Extracted data
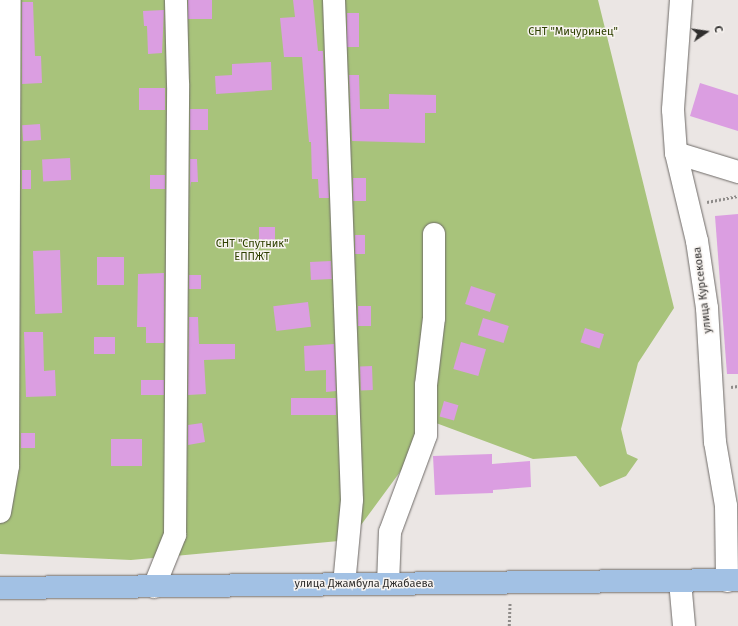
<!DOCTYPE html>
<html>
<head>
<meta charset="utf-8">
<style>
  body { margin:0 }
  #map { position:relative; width:738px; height:626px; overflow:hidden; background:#ebe6e4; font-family:"Fira Sans",sans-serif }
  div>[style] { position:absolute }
  .green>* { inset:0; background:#a8c37b }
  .building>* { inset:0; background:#db9ee1; transform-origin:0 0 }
  .path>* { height:2.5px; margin-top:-1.25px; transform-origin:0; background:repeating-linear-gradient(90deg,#8e8b89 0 2px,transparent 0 4px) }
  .roads { filter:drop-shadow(0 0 1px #6f6b68) drop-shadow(0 0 1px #6f6b68) }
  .minor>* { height:22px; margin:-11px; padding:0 11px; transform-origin:11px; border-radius:11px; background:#fff }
  .major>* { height:22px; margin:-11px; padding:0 11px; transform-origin:11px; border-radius:11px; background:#a2c1e4 }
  span { translate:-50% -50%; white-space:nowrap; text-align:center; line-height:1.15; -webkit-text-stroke:3px #f8f4f1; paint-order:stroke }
  .park-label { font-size:11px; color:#2e4001 }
  .street-label { font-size:11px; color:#2f2e2d }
  .north { position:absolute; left:686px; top:12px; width:40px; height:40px; -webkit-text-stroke:3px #f8f4f1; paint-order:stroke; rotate:77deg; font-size:11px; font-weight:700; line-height:16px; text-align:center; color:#2f2e2d }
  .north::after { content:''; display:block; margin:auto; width:14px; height:18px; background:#2f2e2d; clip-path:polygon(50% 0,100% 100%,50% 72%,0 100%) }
</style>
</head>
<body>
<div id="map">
  <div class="green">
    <div style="clip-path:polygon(0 0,598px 0,674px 308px,638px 363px,621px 429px,627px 454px,638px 459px,626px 476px,600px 487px,576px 456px,533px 459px,436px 423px,350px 540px,131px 560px,0 554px)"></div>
  </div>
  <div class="building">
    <div style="left:188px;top:0;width:24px;height:19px"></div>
    <div style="clip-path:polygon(293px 0,313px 0,318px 51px,323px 51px,329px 198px,319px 198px,318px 179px,312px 179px,311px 142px,309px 142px,302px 57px,284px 57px,280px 18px,295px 17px)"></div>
    <div style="clip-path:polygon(22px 2px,33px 2px,35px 56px,41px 56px,42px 83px,22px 84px)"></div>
    <div style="clip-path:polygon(164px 10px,162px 53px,148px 54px,147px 26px,144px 26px,143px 11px)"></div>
    <div style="left:347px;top:13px;width:12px;height:34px"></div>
    <div style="clip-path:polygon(271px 62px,272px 90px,216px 94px,215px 76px,232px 75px,232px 64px)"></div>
    <div style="clip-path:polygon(349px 75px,359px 75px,360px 109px,389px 109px,389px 94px,436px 95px,436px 113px,425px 113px,425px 143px,352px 141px)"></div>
    <div style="clip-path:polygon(700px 83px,738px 95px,738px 131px,690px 116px)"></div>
    <div style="left:165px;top:88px;width:22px;height:26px;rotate:90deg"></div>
    <div style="left:190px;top:109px;width:18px;height:21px"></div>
    <div style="left:40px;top:124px;width:16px;height:18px;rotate:86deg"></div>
    <div style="left:70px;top:158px;width:22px;height:28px;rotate:87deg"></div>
    <div style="clip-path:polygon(190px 159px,197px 159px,198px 182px,191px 182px,190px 188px)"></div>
    <div style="left:31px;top:170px;width:19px;height:9px;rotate:90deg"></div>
    <div style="left:150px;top:175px;width:15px;height:14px"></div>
    <div style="left:353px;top:178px;width:13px;height:23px"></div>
    <div style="clip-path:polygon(738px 214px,738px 374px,727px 374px,715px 216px)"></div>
    <div style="left:259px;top:227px;width:16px;height:16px"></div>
    <div style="left:355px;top:235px;width:10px;height:19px"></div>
    <div style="left:60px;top:250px;width:63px;height:27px;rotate:88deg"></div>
    <div style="left:97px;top:257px;width:27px;height:28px"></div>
    <div style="left:331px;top:261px;width:18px;height:21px;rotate:87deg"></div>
    <div style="clip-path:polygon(164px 273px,164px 343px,146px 343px,146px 327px,137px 327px,138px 274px)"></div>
    <div style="left:189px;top:275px;width:12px;height:14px"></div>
    <div style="left:471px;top:286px;width:26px;height:19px;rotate:18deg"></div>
    <div style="left:308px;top:302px;width:25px;height:35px;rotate:83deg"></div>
    <div style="left:358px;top:306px;width:13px;height:20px"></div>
    <div style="clip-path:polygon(189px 317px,198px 317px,199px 344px,235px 344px,235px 359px,204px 360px,206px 394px,188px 395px)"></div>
    <div style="left:483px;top:318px;width:27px;height:18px;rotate:17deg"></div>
    <div style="left:585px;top:328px;width:20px;height:15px;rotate:18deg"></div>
    <div style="clip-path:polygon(24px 332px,43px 332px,44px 371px,55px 370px,56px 396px,26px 397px)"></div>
    <div style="left:94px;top:337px;width:21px;height:17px"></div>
    <div style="left:461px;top:342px;width:26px;height:28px;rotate:16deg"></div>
    <div style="clip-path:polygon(334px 344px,336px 391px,326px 392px,326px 370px,305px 371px,304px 346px)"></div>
    <div style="left:372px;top:366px;width:24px;height:12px;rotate:88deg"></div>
    <div style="left:141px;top:380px;width:23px;height:15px"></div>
    <div style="left:336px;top:398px;width:17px;height:45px;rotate:90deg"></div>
    <div style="left:444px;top:401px;width:15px;height:16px;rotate:16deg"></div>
    <div style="clip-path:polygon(202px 423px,205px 442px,188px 445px,188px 425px)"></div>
    <div style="left:35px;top:433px;width:15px;height:14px;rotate:90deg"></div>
    <div style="left:111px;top:439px;width:31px;height:27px"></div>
    <div style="clip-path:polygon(492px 454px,492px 464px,530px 461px,531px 487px,493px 490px,493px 493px,435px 495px,433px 456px)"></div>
  </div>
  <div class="path">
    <div style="left:707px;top:202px;width:32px;rotate:-11deg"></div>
    <div style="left:731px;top:387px;width:7px;rotate:-8deg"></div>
    <div style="left:509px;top:626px;width:24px;rotate:-88deg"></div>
  </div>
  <div class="roads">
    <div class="minor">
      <div style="left:334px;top:0;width:500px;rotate:87.94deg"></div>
      <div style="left:352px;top:500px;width:84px;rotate:95.4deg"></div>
      <div style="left:681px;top:0;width:110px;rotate:94.2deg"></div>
      <div style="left:673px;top:110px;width:43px;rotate:86deg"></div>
      <div style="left:676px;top:153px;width:90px;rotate:76.6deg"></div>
      <div style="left:697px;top:241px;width:68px;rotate:81.5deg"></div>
      <div style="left:707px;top:308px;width:134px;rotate:86.6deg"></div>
      <div style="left:715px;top:442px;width:65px;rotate:80.2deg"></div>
      <div style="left:726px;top:506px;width:75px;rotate:89.2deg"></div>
      <div style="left:676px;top:153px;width:65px;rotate:17deg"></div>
      <div style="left:0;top:512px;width:47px;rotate:-80.1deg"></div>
      <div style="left:8px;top:466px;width:466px;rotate:-89.8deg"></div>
      <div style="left:680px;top:581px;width:45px;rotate:84.9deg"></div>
      <div style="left:388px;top:584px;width:52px;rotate:-87.8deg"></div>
      <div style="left:390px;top:532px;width:103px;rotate:-69.6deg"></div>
      <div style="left:426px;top:435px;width:50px;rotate:-90deg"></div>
      <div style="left:426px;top:385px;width:67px;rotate:-83.2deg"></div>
      <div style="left:434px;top:318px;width:84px;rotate:-90deg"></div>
      <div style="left:154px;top:587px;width:56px;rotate:-68deg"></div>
      <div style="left:175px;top:535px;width:451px;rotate:-89.6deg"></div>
      <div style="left:178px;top:84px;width:84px;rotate:-91.4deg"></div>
    </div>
    <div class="major">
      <div style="left:0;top:588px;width:738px;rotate:-0.62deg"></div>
    </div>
  </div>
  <div class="park-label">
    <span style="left:573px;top:32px">СНТ "Мичуринец"</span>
    <span style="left:252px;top:251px">СНТ "Спутник"<br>ЕППЖТ</span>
  </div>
  <div class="street-label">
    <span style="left:703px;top:290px;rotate:-97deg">улица Курсекова</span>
    <span style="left:364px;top:584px">улица Джамбула Джабаева</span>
  </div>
  <div class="north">С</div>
</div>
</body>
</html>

Prompt
Please quote exactly the run of lines that starts the entries and ends at the line containing "filter:drop-shadow(0 0 1px", leaving out every picture.

Answer
<!DOCTYPE html>
<html>
<head>
<meta charset="utf-8">
<style>
  body { margin:0 }
  #map { position:relative; width:738px; height:626px; overflow:hidden; background:#ebe6e4; font-family:"Fira Sans",sans-serif }
  div>[style] { position:absolute }
  .green>* { inset:0; background:#a8c37b }
  .building>* { inset:0; background:#db9ee1; transform-origin:0 0 }
  .path>* { height:2.5px; margin-top:-1.25px; transform-origin:0; background:repeating-linear-gradient(90deg,#8e8b89 0 2px,transparent 0 4px) }
  .roads { filter:drop-shadow(0 0 1px #6f6b68) drop-shadow(0 0 1px #6f6b68) }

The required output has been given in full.